The finding of this study confirmed that individuals with a stent number of 3 were 1.8 times more likely to experience MACCE than those with a stent number of 1. Also, the chance of MACCE increased with an increase in the number of involved vessels. Tsai et al. [22] found that triple vessel and stent implantation predicted the development of MACE in Chinese PCI patients.

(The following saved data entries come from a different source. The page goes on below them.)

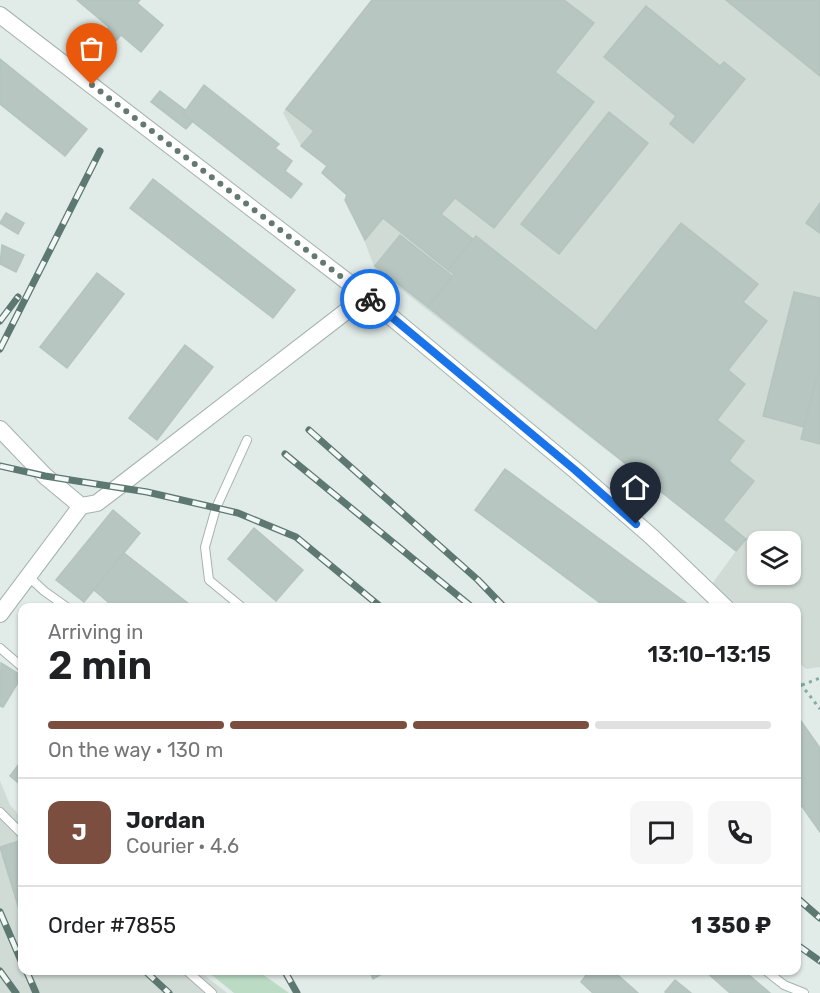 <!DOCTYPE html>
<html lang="en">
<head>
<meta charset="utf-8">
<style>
  body { margin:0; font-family:Rubik,sans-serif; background:#f6f6f6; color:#202124; height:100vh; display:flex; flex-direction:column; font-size:22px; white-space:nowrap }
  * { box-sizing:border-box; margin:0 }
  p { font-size:20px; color:#757577 }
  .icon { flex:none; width:33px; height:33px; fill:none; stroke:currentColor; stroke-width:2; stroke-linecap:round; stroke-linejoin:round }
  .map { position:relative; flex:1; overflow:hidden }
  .panel { position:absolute; left:18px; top:603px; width:783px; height:372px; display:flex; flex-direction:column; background:#fff; border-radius:12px; box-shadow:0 2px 4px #0004 }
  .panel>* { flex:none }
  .fabs { position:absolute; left:747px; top:531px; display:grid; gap:12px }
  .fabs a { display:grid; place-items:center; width:54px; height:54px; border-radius:12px; background:#fff; box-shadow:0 2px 4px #0004; font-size:30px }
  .pin { position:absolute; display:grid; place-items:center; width:51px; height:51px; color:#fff; margin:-62px -26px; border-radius:50% 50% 50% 0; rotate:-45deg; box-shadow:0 0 6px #0007 }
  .pin .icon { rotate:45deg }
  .courier { position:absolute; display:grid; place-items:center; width:60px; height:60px; margin:-30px; border:4px solid #1a73e8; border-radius:50%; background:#fff; color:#222; box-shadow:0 2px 8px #0007 }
  .summary em { font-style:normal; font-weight:600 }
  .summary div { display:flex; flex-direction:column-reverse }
  .summary { display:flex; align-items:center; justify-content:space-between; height:102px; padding:0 30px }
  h1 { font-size:39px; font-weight:600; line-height:45px }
  .bar { display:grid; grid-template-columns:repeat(4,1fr); gap:9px 6px; align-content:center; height:72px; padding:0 30px }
  .bar i { height:8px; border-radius:4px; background:#e0e0e0 }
  .bar .current { background:#7c4e3f }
  .bar p { grid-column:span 4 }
  .line { display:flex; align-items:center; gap:15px; padding:0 30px; border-top:2px solid #e0e0e0 }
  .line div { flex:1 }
  .round { display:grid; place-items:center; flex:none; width:63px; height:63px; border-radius:12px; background:#f6f6f6 }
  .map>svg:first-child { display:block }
  .built { fill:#d0dbd6; fill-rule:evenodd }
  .green { fill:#bbdbc5 }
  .building { fill:#b7c6c0; stroke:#b4c4be; stroke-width:1.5 }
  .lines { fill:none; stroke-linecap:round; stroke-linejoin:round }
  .lane-casing { stroke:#a4b3ae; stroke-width:10 }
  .street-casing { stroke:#a4b3ae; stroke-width:18 }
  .path { stroke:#83ada1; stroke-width:3; stroke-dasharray:3 4.5; stroke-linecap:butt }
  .lane { stroke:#fff; stroke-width:8 }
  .street { stroke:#fff; stroke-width:16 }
  .rail-casing { stroke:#5d7771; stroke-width:7 }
  .rail { stroke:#f2f8f5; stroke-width:4.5; stroke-dasharray:14; stroke-linecap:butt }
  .done { stroke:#657973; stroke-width:6; stroke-dasharray:0 10.8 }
  .route { stroke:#1a73e8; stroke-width:8 }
</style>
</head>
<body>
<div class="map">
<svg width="820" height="993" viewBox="0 0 820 993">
  <rect width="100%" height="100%" fill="#e1ebe7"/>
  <g class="built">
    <path d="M372,0H820V667L806,669L797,661L796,608L738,607L712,584L736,551L375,269L364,240L345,200L347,195L322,173L327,166L301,146L283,113ZM758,542H790V574H758Z"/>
    <polygon points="0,781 10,805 22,819 22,970 199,971 227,993 0,993"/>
  </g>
  <polygon class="green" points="207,971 258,971 289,993 234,993"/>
  <g class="building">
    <polygon points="77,0 140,0 137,3 163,25 141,52 121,35 114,43 103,34 109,27"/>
    <polygon points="372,0 564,0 594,23 555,72 594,102 494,228 455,198 441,214 473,239 448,270 383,218 365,240 345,200 347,195 322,173 327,166 301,146 314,131 286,109"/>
    <polygon points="726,0 820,0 820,76"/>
    <polygon points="646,6 720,66 724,62 745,79 693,143 670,124 676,116 604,57"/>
    <polygon points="0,59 87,129 65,156 0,104"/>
    <polygon points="204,85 279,144 275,148 292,161 285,171 302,184 291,198 183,114"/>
    <polygon points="160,91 185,110 183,114 192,122 186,129 151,102"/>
    <polygon points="609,112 648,143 559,254 521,224"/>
    <polygon points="153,179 295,290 273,318 130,208"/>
    <polygon points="820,203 820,233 806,223"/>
    <polygon points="6,213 24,223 18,234 0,223"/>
    <polygon points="681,223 758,284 743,302 767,321 728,370 745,384 717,420 744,441 729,461 754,481 723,520 746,539 736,551 428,307 454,274 448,270 476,236 596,331"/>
    <polygon points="400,235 452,276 428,307 375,266"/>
    <polygon points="2,245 24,255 16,272 0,264"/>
    <polygon points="97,273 124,294 67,368 40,347"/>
    <polygon points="794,292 820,298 820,365 804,427 763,416"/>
    <polygon points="185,345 213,367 157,440 129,418"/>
    <polygon points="820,365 820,444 801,439"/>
    <polygon points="505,469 693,608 607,608 475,510"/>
    <polygon points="113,510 140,533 84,602 56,580"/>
    <polygon points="254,528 303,570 276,601 228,559"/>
    <polygon points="124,553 194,608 115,608 94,590"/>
    <polygon points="1,663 22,676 3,707 0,706"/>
    <polygon points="796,714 820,748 820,832 796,798"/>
    <polygon points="22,760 22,786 10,776"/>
    <polygon points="19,841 22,853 22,919 0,847"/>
    <polygon points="369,970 389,970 373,979"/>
    <polygon points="590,970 612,970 638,993 593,993 581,982"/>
    <polygon points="704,970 743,970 770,993 730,993"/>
    <polygon points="675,980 691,993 666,993 665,992"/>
  </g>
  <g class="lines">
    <defs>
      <g id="lane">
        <polyline points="28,576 44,591 68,608"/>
        <polyline points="243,608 209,580 205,547 216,508 247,440"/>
        <polyline points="0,648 22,667"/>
        <polyline points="0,812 22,834"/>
        <polyline points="186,970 212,993"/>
        <polyline points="765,970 784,985 804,993"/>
      </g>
      <g id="street">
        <polyline points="0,15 366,296 575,470 652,537 726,608"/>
        <polyline points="0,429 45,476 81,506 0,614"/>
        <polyline points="81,506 97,503 118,487 366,296"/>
      </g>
    </defs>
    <use href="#lane" class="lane-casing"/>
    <use href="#street" class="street-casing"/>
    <g class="path">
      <polyline points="796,678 820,709"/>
      <polyline points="802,685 820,678"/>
    </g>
    <use href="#lane" class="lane"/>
    <use href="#street" class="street"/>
    <defs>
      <g id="rail">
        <polyline points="0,321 18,297"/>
        <polyline points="0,349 100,151"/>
        <polyline points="309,430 478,580 505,608"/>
        <polyline points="285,454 473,608"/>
        <polyline points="0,466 45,476 147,492 238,513 296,537 382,608"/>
        <polyline points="796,897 820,918"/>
        <polyline points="0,912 22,963"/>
        <polyline points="796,944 820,961"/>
        <polyline points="26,970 36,993"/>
        <polyline points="144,970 169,993"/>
        <polyline points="284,970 297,993"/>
        <polyline points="0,971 16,993"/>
      </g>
    </defs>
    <use href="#rail" class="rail-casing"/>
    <use href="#rail" class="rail"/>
  </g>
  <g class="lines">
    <polyline class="done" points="92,85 370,299"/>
    <polyline class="route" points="370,299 575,470 636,524"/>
  </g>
</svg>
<div class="fabs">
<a><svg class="icon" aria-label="layers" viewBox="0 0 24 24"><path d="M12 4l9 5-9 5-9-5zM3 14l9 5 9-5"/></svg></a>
</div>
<div class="pin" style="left:92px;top:85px;background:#ea580c"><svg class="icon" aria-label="bag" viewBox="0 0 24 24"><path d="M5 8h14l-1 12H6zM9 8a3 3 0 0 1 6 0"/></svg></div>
<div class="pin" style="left:636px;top:524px;background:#1f2937"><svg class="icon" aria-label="home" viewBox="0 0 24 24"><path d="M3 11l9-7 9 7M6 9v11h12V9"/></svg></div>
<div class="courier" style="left:370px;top:299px"><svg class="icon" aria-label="bike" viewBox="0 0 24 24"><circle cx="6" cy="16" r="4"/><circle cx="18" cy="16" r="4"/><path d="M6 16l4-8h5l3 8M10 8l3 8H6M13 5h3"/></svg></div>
<section class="panel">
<div class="summary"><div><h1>2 min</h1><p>Arriving in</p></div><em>13:10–13:15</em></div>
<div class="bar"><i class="current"></i><i class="current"></i><i class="current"></i><i></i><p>On the way · 130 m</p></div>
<div class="line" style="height:108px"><b class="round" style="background:#7c4e3f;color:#fff">J</b><div><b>Jordan</b><p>Courier · 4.6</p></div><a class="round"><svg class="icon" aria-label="chat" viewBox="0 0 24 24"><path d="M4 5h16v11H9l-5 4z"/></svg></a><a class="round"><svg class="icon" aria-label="phone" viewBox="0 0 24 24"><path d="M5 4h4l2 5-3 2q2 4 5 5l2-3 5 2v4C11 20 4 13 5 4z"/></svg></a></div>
<div class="line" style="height:78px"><div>Order #7855</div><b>1 350 ₽</b></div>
</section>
</div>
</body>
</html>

Also, our results showed that there was no statistically significant effect of stent type on the survival of patients. The current study is observational non-randomized; therefore a comparison of two stents types will be biased according to the lesion or patient characteristic, and any interpretation of treatment result is therefore precluded (due to indication bias). However, in a randomized controlled trial study conducted by Horst et al., in patients undergoing PCI, there were no significant differences in the composite outcome of death from any cause and nonfatal spontaneous myocardial infarction between the two types of stents after a median of 5 years of follow up [23]. Flice et al., reported a statistically significant difference between the two types of stents in the occurrence of MACE during a 3-year follow-up (18% for the DES versus 28% for the BMS stent) in coronary patients with chronic obstructive pulmonary disease [24]. Cai et al., showed that there was a statistically significant difference in MACE between BMS (15.9%) and DES (8.8%) stent during 30-month follow-up [25]. Farshid et al., demonstrated that the need for re-hospitalization in patients treated with BMS was significantly higher than those treated with DES (P = 0.034). However, in the long-term follow-up, there was no significant difference in the mortality rate between the two types of stents [21]. Duggalb et al., reported that there was a statistically significant difference in unadjusted mortality rates between the BMS (5%) and DES (3.8%) [26]. Also, in the study by Dieguez et al. [27], the rate of all-cause mortality in patients treated with DES (6.5%) was significantly lower than that of patients treated with BMS (12.2%) (P = 0.049).

The study conducted by Melberg et al., showed that after a median of 10 years' follow-up, a quarter of the patients were dead, and more than half of the patients died from non-cardiac causes. Also, causes of death will change from MACE (MACCE) and be more dominated by cancer, especially after 5 years [28]. However, in the present study, cancer was the cause of death in only four patients.

One of the limitations of the present study is that it may be difficult to confirm the cause of death for people who died out of hospital. Since fewer diagnostic tests in terminally ill or elderly patients may be performed, the causes listed in the death certificates may be inconclusive. Also, the analysis of this type of data with composite endpoints from a competing risk perspective can be considered.

Conclusion

The current study showed that the use of machine-learning prediction models such as RSF may improve long-term prediction in patients undergoing coronary stenting. Although the prediction performance of RSF based on the prediction error criteria was better than the Cox model, the most important variables identified in the two methods were similar. Our findings imply that the presentation of coronary artery disease (acute or chronic) and hyperlipidemia may also be considered as important prognostic variables in addition to diabetes, smoking, age, and stent length. The risk of complications may be modified by controlling these prognostic factors.